**Task requirements**
The lines to copy are those in the records below that hold the word "Victoria".

Dataset entries:
- Opening Delimiter -

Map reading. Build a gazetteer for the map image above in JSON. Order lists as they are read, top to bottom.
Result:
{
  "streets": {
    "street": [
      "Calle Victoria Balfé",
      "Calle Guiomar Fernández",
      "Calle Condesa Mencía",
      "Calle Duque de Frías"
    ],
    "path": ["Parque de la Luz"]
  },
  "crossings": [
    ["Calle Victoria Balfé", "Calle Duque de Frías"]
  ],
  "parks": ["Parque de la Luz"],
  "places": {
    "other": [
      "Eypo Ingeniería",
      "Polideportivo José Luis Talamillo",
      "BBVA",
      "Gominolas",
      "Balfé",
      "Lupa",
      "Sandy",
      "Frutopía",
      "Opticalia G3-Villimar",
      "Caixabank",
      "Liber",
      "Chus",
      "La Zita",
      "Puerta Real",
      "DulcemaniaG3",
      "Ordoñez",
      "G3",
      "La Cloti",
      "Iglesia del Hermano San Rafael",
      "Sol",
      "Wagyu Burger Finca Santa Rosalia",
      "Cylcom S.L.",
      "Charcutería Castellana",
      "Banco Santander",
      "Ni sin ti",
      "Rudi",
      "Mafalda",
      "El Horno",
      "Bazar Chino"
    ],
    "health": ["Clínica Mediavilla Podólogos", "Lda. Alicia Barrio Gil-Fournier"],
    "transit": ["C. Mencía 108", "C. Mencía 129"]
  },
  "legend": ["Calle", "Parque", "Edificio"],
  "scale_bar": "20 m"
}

- Closing Delimiter -

**Task output**
      "Calle Victoria Balfé",
    ["Calle Victoria Balfé", "Calle Duque de Frías"]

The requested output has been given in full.